It is very curious to watch the course of criticism as it was directed to him and to his story. The eighteenth century had lost the keenness of former controversies, and from its classic balcony it looked down upon what seemed to it the somewhat sordid arena of the past. The Examiner complains that he never yet knew an author that had not his admirers. Bunyan and Quarles have passed through several editions and pleased as many readers as Dryden and Tillotson. Even Cowper, timidly appreciative and patronising, wrote of the “ingenious dreamer”—
“I name thee not,
lest so despised a name
Should move a sneer
at thy deserved fame,”
—lines which have a pathetic irony in them, as we contrast the anxious Cowper, with the occasional revivals of interest and the age-long tone of patronage which have been meted out to him, with the robust and sturdy immortality of the man he shrank from naming. Swift discovered Bunyan’s literary power, and later Johnson and Southey did him justice. In the nineteenth century his place was secured for ever, and Macaulay’s essay on him will probably retain its interest longer than anything else that Macaulay wrote.

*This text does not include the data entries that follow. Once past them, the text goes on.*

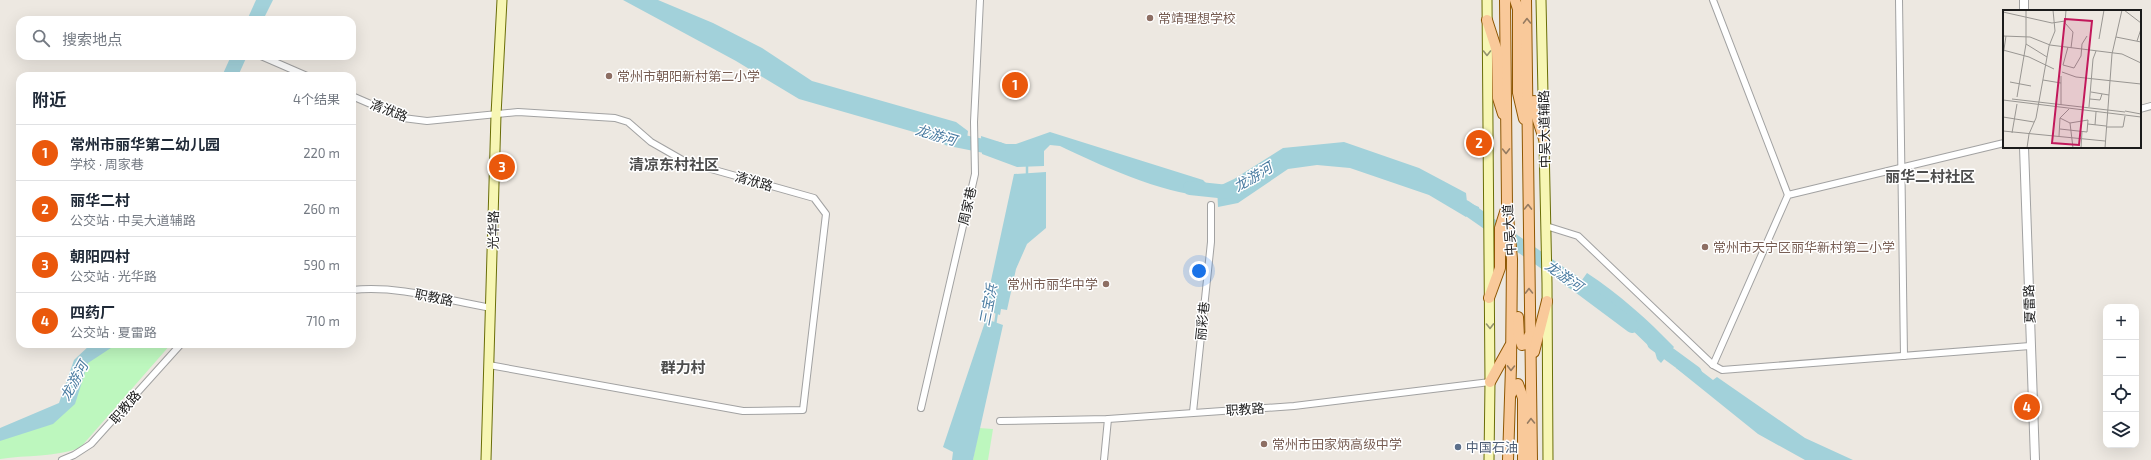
<!DOCTYPE html>
<html lang="zh">
<meta charset="utf-8">
<style>
body{margin:0;font-family:"Exo 2","Noto Sans SC",sans-serif;background:#f2f2f3;color:#1f2937}
.controls{position:absolute;right:12px;bottom:12px;display:grid;overflow:hidden;border-radius:8px;box-shadow:0 4px 16px #0002}
.controls button{width:36px;height:36px;display:grid;place-items:center;padding:0;border:0;border-bottom:1px solid #e0e1e3;background:#fff;color:#1f2937;font:20px sans-serif}
.you{position:absolute;left:1199px;top:271px;width:14px;height:14px;margin:-10px;border:3px solid #fff;border-radius:50%;background:#1a73e8;box-shadow:0 0 0 6px #1a73e833}
.badge{display:grid;place-items:center;width:26px;height:26px;border-radius:50%;background:#ea580c;color:#fff;font-size:13px;font-weight:700}
.pin{position:absolute;translate:-50% -50%;border:2px solid #fff;box-shadow:0 1px 4px #0006}
.list{margin:0;padding:0;list-style:none}
h2{display:flex;justify-content:space-between;align-items:center;height:52px;margin:0;padding:0 16px;font-size:17px}
h2 small{font-size:13px;font-weight:400;color:#747a83}
.list li{display:grid;grid-template-columns:26px 1fr auto;gap:12px;align-items:center;box-sizing:border-box;height:56px;padding:0 16px;border-top:1px solid #e0e1e3}
.list b{display:block;font-size:15px;white-space:nowrap}
.list p{margin:0;font-size:13px;white-space:nowrap;color:#747a83}
.list em{font-size:13px;font-style:normal;color:#747a83}
.icon{flex:none;width:22px;height:22px;fill:none;stroke:currentColor;stroke-width:2;stroke-linecap:round;stroke-linejoin:round}
.map{position:relative;flex:none;width:2151px;height:460px;overflow:hidden}
.search{position:absolute;background:#fff;box-shadow:0 4px 16px #0002;left:16px;top:16px;width:340px;height:44px;display:flex;align-items:center;gap:10px;box-sizing:border-box;padding:0 14px;border-radius:12px;color:#747a83;font-size:15px}
.panel{position:absolute;background:#fff;box-shadow:0 4px 16px #0002;left:16px;top:72px;width:340px;height:276px;border-radius:12px}
.map>svg:first-child{display:block}
.park{fill:#bdf7be}
.water{fill:#a2d1da}
.lines{fill:none;stroke-linecap:round;stroke-linejoin:round}
.stream{stroke:#a2d1da;stroke-width:2.5}
.river{stroke:#a2d1da;stroke-width:14}
.minor-casing{stroke:#a2a2a2;stroke-width:8}
.tertiary-casing{stroke:#a2a2a2;stroke-width:10}
.secondary-casing{stroke:#6a6e07;stroke-width:11}
.primary-casing{stroke:#8f5703;stroke-width:12}
.minor{stroke:#fff;stroke-width:6}
.tertiary{stroke:#fff;stroke-width:8}
.secondary{stroke:#f7f6b4;stroke-width:9}
.primary{stroke:#f9c99a;stroke-width:10}
.oneway{stroke:#957b61}
.oneway2{stroke:#94936f}
.education-dot{fill:#8d6e63;stroke:#fff;stroke-width:1.5}
.service-dot{fill:#5c6f8a;stroke:#fff;stroke-width:1.5}
.labels{text-anchor:middle;stroke-width:3;stroke-linejoin:round;paint-order:stroke}
.education-label{font-size:13px;fill:#785e54;stroke:#fff;text-anchor:start}
.street-label{font-size:13px;fill:#1b1b1b;stroke:#fff}
.service-label{font-size:13px;fill:#4e5e75;stroke:#fff;text-anchor:start}
.water-label{font-size:14px;font-style:italic;fill:#487aa0;stroke:#fff}
.quarter-label{font-size:15px;font-weight:bold;fill:#4e4e4e;stroke:#fff}
.inset-road{fill:none;stroke:#999692;stroke-width:1}
.view{fill:#c2185b;fill-opacity:0.15;stroke:#c2185b;stroke-width:2}
.inset-edge{fill:none;stroke:#1b1b1b;stroke-width:2}
</style>
<div class="map">
<svg width="2151" height="460" viewBox="0 0 2151 460">
<rect width="100%" height="100%" fill="#ede8e1"/>
<g class="park">
<path d="M97,344H171L80,448C54,457 27,455 0,459V438L70,404L90,348Z"/>
<path d="M979,428L993,429L988,460H973Z"/>
</g>
<g class="water">
<path d="M256,0H273L263,20H247Z"/>
<path d="M623,0H658L713,23L762,48L812,81L956,122L968,131L966,147L799,99L736,61Z"/>
<path d="M231,56H247L238,76H222Z"/>
<path d="M1050,132L1203,180L1209,186L1208,195C1172,198 1095,163 1060,146L1050,145L1044,151V166L1017,167L982,154L981,136L1006,144H1016Z"/>
<path d="M1344,142L1419,168L1466,193L1467,202L1479,207L1480,220L1469,213L1466,217L1429,195L1350,168L1317,165L1288,169L1238,203L1218,207L1217,187L1234,179L1283,148Z"/>
<path d="M1046,172V228L1027,244L1016,269L1007,310L1001,309L1000,315L994,313V308L990,307L991,301L987,299L1014,174Z"/>
<path d="M1573,273L1582,280L1587,273C1619,294 1647,319 1674,347L1661,363L1657,359L1655,352L1600,299L1585,296L1573,285Z"/>
<path d="M986,319L1003,325L973,460H952L953,452L943,447Z"/>
<path d="M91,344H117L88,363L75,404L53,424L0,441V428L59,403L74,360Z"/>
<path d="M1684,358L1713,380L1717,377L1805,438L1853,460H1805L1758,434L1676,368Z"/>
</g>
<g class="lines">
<g class="stream">
<path d="M1027,164V175"/>
<path d="M995,325L997,312"/>
</g>
<g class="river">
<path d="M949,139L999,149"/>
<path d="M1190,188L1228,192L1234,189"/>
<path d="M1465,207L1577,285L1632,326"/>
<path d="M1654,343L1695,373"/>
</g>
<defs>
<g id="minor">
<path d="M1713,0L1788,195"/>
<path d="M1899,0L1904,356"/>
<path d="M261,56L307,76"/>
<path d="M352,96L403,118L427,121L518,112L615,118L628,122L651,142L686,162L814,198L826,214L803,410L743,411L489,365"/>
<path d="M2140,109L2151,106"/>
<path d="M1546,226L1578,236L1713,365L1722,370L2030,346"/>
<path d="M352,290C398,285 446,300 491,308"/>
<path d="M1713,365L1788,195L2004,143"/>
<path d="M921,408L975,174L974,122L980,0"/>
<path d="M1193,412L1211,242V205"/>
<path d="M1000,421L1108,419L1294,406L1490,382"/>
<path d="M62,460L74,455L91,444L181,344"/>
<path d="M1104,460L1108,419"/>
</g>
<g id="tertiary">
<path d="M2024,0V11"/>
<path d="M2024,147L2035,460"/>
</g>
<g id="secondary">
<path d="M1487,0L1490,382L1489,460"/>
<path d="M1541,0L1547,283L1548,460"/>
<path d="M486,460L496,115L502,0"/>
</g>
<g id="primary">
<path d="M1505,0L1507,205L1512,259L1511,367L1508,460"/>
<path d="M1515,0L1518,9V93L1524,119"/>
<path d="M1526,0L1532,460"/>
<path d="M1487,20L1497,51L1498,98L1503,114"/>
<path d="M1534,101V108L1544,139"/>
<path d="M1489,298L1500,268V228L1506,209"/>
<path d="M1518,317L1519,337L1522,345L1526,344L1529,336"/>
<path d="M1534,352L1547,301"/>
<path d="M1490,382L1510,346"/>
<path d="M1511,394L1515,385L1518,384L1523,398V460"/>
</g>
</defs>
<use href="#minor" class="minor-casing"/>
<use href="#tertiary" class="tertiary-casing"/>
<use href="#secondary" class="secondary-casing"/>
<use href="#primary" class="primary-casing"/>
<use href="#minor" class="minor"/>
<use href="#tertiary" class="tertiary"/>
<use href="#secondary" class="secondary"/>
<use href="#primary" class="primary"/>
</g>
<defs><path id="oneway-chevron" d="M-2-3.5L2.5 0L-2 3.5" fill="none" stroke-width="1.6" stroke-linecap="round" stroke-linejoin="round"/></defs>
<g class="oneway">
<use href="#oneway-chevron" transform="translate(1527 21) rotate(-91)"/>
<use href="#oneway-chevron" transform="translate(1506 151) rotate(89)"/>
<use href="#oneway-chevron" transform="translate(1528 207) rotate(-89)"/>
<use href="#oneway-chevron" transform="translate(1529 291) rotate(-91)"/>
<use href="#oneway-chevron" transform="translate(1511 368) rotate(91)"/>
<use href="#oneway-chevron" transform="translate(1531 421) rotate(-91)"/>
</g>
<g class="oneway2">
<use href="#oneway-chevron" transform="translate(1487 53) rotate(90)"/>
<use href="#oneway-chevron" transform="translate(1490 326) rotate(89)"/>
</g>
<g class="education-dot">
<circle cx="1150" cy="18" r="4"/>
<circle cx="609" cy="76" r="4"/>
<circle cx="1705" cy="247" r="4"/>
<circle cx="1106" cy="284" r="4"/>
<circle cx="1264" cy="444" r="4"/>
</g>
<circle class="service-dot" cx="1458" cy="447" r="4"/>
<g class="labels">
<g class="education-label">
<text x="1158" y="23">常靖理想学校</text>
<text x="617" y="81">常州市朝阳新村第二小学</text>
<text x="1713" y="252">常州市天宁区丽华新村第二小学</text>
<text x="1098" y="289" text-anchor="end">常州市丽华中学</text>
<text x="1272" y="449">常州市田家炳高级中学</text>
</g>
<g class="street-label">
<text transform="translate(389 110) rotate(21)" y="5">清洑路</text>
<text transform="translate(1544 129) rotate(-91)" y="5">中吴大道辅路</text>
<text transform="translate(754 181) rotate(16)" y="5">清洑路</text>
<text transform="translate(967 206) rotate(-77)" y="5">周家巷</text>
<text transform="translate(493 230) rotate(-89)" y="5">光华路</text>
<text transform="translate(1509 230) rotate(-94)" y="5">中吴大道</text>
<text transform="translate(434 297) rotate(11)" y="5">职教路</text>
<text transform="translate(2029 304) rotate(-92)" y="5">夏雷路</text>
<text transform="translate(1202 321) rotate(-84)" y="5">丽彩巷</text>
<text transform="translate(125 407) rotate(-49)" y="5">职教路</text>
<text transform="translate(1245 409) rotate(-4)" y="5">职教路</text>
</g>
<g class="service-label">
<text x="1466" y="452">中国石油</text>
</g>
<g class="water-label">
<text transform="translate(936 135) rotate(16)" y="5">龙游河</text>
<text transform="translate(1253 177) rotate(-31)" y="5">龙游河</text>
<text transform="translate(1564 276) rotate(35)" y="5">龙游河</text>
<text transform="translate(988 305) rotate(-79)" y="5">三宝浜</text>
<text transform="translate(74 381) rotate(-61)" y="5">龙游河</text>
</g>
<g class="quarter-label">
<text x="674" y="170">清凉东村社区</text>
<text x="1930" y="182">丽华二村社区</text>
<text x="683" y="373">群力村</text>
</g>
</g>
<g transform="translate(2003 10)">
<rect width="138" height="138" fill="#ede8e1"/>
<path class="inset-road" d="M63,0L62,13L70,22L68,38M121,0L138,13M0,2L49,13L62,11M0,26L27,27L47,35L119,44L138,53M113,27L138,32M96,29L101,0M134,31L138,19M23,34L44,47M65,37L60,55L71,58L78,46L79,34L84,26M0,40L26,47L51,59M0,46L3,26M59,62L73,67L138,74M40,70L58,73M7,72L28,76M88,82L106,85M14,87L23,34V0M9,89L122,102M87,89L97,90L99,84M0,90L138,107M58,95V66M86,97L90,49L93,41M122,101L138,104M0,107L31,112M57,108L67,113L70,138M85,114L103,116M92,115L93,102M104,117H120L122,106M57,119L84,122L85,110L67,113M0,121L102,131M9,123L14,94M56,126L57,108L66,99M24,138L26,124L33,108L46,36L52,21L50,0M78,138L79,121M102,138L109,44L119,0"/>
<path class="view" d="M62,9L89,11L76,135L49,133Z"/>
<rect width="138" height="138" class="inset-edge"/>
</g>
</svg>
<div class="controls">
<button>+</button>
<button>−</button>
<button><svg class="icon" aria-label="locate" viewBox="0 0 24 24"><circle cx="12" cy="12" r="6"/><path d="M12 2v4M12 18v4M2 12h4M18 12h4"/></svg></button>
<button><svg class="icon" aria-label="layers" viewBox="0 0 24 24"><path d="M12 4l9 5-9 5-9-5zM3 14l9 5 9-5"/></svg></button>
</div>
<div class="you"></div>
<div class="pin badge" style="left:1015px;top:85px">1</div>
<div class="pin badge" style="left:1479px;top:143px">2</div>
<div class="pin badge" style="left:502px;top:167px">3</div>
<div class="pin badge" style="left:2027px;top:407px">4</div>
<div class="search"><svg class="icon" aria-label="search" viewBox="0 0 24 24"><circle cx="10" cy="10" r="6"/><path d="M15 15l6 6"/></svg>搜索地点</div>
<section class="panel">
<h2>附近<small>4个结果</small></h2>
<ul class="list">
<li><span class="badge">1</span><div><b>常州市丽华第二幼儿园</b><p>学校 · 周家巷</p></div><em>220 m</em></li>
<li><span class="badge">2</span><div><b>丽华二村</b><p>公交站 · 中吴大道辅路</p></div><em>260 m</em></li>
<li><span class="badge">3</span><div><b>朝阳四村</b><p>公交站 · 光华路</p></div><em>590 m</em></li>
<li><span class="badge">4</span><div><b>四药厂</b><p>公交站 · 夏雷路</p></div><em>710 m</em></li>
</ul>
</section>
</div>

We are apt to think of him as a mere dreamer, spinning his cobwebs of imagination wholly out of his own substance—a pure idealist, whose writing dwells among his ideals in a region ignorant of the earth. In one of his own apologies he tells us, apparently in answer to accusations that had been made against him, that he did not take his work from anybody, but that it came from himself alone. Doubtless that is true so far as the real originality of his work is concerned, its general conception, and the working out of its details point by point. Yet, to imagine that if there had been no other English literature the Pilgrim’s Progress would have been exactly what it is, is simply to ignore the facts of the case. John Bunyan is far more interesting just because his work is part of English literature, because it did feel the influences of his own time and of the past, than it could ever have been as the mere monstrosity of detachment which it has been supposed to be. The idealist who merely dreams and takes no part in the battle, refusing to know or utilise the writing of any other man, can be no fair judge of the life which he criticises, and no reliable guide among its facts.